** Opening INFORMATION block **
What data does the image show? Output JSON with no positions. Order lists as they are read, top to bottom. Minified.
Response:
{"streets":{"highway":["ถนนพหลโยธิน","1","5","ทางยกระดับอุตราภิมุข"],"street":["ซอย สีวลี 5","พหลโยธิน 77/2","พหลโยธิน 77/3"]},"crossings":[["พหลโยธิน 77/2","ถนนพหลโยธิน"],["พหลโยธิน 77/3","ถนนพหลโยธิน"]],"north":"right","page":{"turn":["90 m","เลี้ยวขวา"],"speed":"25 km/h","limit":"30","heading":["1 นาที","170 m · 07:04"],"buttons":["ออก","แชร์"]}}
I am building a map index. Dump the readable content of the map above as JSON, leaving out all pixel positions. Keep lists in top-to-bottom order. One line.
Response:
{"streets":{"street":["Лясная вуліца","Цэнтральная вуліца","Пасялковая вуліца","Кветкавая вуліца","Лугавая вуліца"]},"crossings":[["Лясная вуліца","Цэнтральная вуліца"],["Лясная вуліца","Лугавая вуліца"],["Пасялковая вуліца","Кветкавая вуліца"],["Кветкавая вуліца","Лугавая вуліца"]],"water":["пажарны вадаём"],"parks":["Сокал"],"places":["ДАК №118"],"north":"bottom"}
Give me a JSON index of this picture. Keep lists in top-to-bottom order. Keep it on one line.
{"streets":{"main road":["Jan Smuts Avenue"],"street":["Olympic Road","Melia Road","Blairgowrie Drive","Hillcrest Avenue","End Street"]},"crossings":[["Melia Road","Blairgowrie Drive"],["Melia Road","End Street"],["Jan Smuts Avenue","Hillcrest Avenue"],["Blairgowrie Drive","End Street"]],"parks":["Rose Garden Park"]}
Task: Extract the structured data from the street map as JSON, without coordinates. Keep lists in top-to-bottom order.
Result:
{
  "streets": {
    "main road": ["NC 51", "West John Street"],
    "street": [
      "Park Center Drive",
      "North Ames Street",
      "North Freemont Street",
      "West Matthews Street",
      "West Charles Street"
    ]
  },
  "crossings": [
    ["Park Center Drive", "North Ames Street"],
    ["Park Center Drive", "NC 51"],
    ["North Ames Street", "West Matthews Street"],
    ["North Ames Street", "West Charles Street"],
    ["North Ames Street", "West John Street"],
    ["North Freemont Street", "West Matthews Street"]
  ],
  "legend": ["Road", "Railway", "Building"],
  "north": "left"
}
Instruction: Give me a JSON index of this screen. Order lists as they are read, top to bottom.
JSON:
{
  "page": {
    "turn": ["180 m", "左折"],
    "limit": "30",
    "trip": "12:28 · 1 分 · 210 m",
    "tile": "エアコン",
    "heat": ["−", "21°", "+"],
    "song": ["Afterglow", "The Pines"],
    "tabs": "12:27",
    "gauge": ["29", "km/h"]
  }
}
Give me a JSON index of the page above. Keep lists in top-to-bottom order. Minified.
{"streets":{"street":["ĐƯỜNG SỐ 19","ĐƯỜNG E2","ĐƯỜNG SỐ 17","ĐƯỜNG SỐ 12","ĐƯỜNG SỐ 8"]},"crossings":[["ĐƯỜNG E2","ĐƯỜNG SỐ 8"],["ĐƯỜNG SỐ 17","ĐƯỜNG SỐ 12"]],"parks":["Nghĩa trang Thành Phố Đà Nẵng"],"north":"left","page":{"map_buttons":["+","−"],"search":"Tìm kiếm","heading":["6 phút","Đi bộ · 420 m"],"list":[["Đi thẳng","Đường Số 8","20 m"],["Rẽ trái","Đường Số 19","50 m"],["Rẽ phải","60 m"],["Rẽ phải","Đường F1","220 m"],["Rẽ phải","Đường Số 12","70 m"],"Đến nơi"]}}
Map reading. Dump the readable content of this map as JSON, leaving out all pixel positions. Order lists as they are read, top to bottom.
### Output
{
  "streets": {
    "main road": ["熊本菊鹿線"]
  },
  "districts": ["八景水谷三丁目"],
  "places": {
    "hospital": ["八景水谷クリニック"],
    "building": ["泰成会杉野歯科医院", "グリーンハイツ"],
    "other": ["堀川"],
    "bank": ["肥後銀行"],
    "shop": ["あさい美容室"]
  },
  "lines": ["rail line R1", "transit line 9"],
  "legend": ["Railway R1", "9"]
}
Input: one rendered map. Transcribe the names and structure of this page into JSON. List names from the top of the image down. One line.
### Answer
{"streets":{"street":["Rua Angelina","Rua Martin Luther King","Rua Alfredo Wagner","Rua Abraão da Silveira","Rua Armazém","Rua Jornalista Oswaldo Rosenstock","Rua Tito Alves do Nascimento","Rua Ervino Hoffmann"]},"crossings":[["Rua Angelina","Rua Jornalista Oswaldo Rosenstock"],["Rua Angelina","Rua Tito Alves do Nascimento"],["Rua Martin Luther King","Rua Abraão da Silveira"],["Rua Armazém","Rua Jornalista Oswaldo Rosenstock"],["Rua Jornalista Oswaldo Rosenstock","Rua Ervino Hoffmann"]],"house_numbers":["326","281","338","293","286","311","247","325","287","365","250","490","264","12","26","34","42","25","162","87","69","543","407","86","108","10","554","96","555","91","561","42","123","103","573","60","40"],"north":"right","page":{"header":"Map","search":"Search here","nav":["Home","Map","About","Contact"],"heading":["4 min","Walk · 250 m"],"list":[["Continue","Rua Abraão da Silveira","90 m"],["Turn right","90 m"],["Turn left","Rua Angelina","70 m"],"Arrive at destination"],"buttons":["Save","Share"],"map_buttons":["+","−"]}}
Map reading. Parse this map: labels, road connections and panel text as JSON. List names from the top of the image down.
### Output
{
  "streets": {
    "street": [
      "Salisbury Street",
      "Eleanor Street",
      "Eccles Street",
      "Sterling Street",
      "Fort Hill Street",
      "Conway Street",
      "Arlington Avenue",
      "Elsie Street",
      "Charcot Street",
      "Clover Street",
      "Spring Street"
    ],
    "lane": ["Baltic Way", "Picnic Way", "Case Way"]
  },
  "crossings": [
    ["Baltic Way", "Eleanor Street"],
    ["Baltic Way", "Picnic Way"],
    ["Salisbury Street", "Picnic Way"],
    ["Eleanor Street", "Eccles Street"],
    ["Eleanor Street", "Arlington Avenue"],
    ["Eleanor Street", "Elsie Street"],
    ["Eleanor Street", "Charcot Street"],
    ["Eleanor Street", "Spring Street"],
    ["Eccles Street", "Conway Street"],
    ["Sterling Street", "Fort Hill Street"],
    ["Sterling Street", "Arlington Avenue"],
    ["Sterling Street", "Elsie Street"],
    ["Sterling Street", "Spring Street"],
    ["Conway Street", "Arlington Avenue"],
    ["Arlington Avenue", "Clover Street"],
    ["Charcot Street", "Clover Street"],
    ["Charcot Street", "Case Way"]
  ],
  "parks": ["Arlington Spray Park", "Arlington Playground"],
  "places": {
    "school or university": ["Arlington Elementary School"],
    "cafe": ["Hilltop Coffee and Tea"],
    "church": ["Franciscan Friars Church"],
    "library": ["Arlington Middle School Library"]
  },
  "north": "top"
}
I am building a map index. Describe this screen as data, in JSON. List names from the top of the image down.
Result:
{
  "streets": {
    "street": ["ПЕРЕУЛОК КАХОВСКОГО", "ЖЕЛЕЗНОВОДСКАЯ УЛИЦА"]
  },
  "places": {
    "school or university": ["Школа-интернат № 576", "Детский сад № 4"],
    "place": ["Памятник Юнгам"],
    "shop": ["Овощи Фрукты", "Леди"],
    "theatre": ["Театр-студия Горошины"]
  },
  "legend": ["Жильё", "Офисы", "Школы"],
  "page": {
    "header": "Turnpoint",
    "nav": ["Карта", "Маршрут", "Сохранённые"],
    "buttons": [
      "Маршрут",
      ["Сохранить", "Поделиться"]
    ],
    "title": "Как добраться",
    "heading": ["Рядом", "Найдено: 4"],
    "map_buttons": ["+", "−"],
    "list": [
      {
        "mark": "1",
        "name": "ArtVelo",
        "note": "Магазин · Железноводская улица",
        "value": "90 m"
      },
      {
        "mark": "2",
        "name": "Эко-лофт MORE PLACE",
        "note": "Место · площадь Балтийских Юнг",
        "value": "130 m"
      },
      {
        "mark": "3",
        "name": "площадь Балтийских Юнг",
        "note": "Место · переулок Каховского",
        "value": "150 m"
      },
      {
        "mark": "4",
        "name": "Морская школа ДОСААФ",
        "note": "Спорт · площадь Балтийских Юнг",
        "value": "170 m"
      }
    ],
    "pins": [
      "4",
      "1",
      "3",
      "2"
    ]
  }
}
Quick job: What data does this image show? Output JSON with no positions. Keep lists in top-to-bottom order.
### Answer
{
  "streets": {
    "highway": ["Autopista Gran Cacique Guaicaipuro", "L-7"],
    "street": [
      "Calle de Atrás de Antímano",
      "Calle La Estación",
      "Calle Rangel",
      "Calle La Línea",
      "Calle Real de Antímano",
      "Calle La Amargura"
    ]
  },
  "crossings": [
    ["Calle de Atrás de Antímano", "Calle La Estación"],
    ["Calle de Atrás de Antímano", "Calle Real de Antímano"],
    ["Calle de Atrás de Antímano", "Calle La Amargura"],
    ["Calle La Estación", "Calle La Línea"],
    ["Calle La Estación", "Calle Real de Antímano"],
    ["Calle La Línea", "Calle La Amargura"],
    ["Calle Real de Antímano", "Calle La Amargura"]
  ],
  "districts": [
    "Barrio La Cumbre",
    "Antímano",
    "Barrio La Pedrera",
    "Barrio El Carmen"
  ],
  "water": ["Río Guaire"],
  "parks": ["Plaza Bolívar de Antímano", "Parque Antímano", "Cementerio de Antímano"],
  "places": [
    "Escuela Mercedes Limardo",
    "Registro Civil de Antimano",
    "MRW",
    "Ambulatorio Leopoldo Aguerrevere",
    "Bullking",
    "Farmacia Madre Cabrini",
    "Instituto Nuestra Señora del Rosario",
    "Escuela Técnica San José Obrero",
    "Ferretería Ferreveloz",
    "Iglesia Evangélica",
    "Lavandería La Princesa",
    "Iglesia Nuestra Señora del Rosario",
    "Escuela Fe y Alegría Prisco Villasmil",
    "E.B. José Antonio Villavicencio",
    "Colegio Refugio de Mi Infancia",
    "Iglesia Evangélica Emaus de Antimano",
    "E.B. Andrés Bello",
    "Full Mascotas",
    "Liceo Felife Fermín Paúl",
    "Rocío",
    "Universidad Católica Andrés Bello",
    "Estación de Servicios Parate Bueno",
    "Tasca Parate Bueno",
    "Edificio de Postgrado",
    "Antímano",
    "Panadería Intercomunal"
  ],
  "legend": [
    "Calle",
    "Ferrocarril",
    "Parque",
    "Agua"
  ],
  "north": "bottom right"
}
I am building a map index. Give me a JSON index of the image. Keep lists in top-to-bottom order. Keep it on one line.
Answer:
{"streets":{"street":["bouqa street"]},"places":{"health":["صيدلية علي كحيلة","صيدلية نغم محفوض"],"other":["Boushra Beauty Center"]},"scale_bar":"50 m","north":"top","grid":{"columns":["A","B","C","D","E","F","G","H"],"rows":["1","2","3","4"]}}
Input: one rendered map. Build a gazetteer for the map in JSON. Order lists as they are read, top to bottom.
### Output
** Closing INFORMATION block **
ASSIGNMENT —
With "readable" as the string to look for, count the matching lines in the entries above and report only the number.

ANSWER TO THIS TASK —
2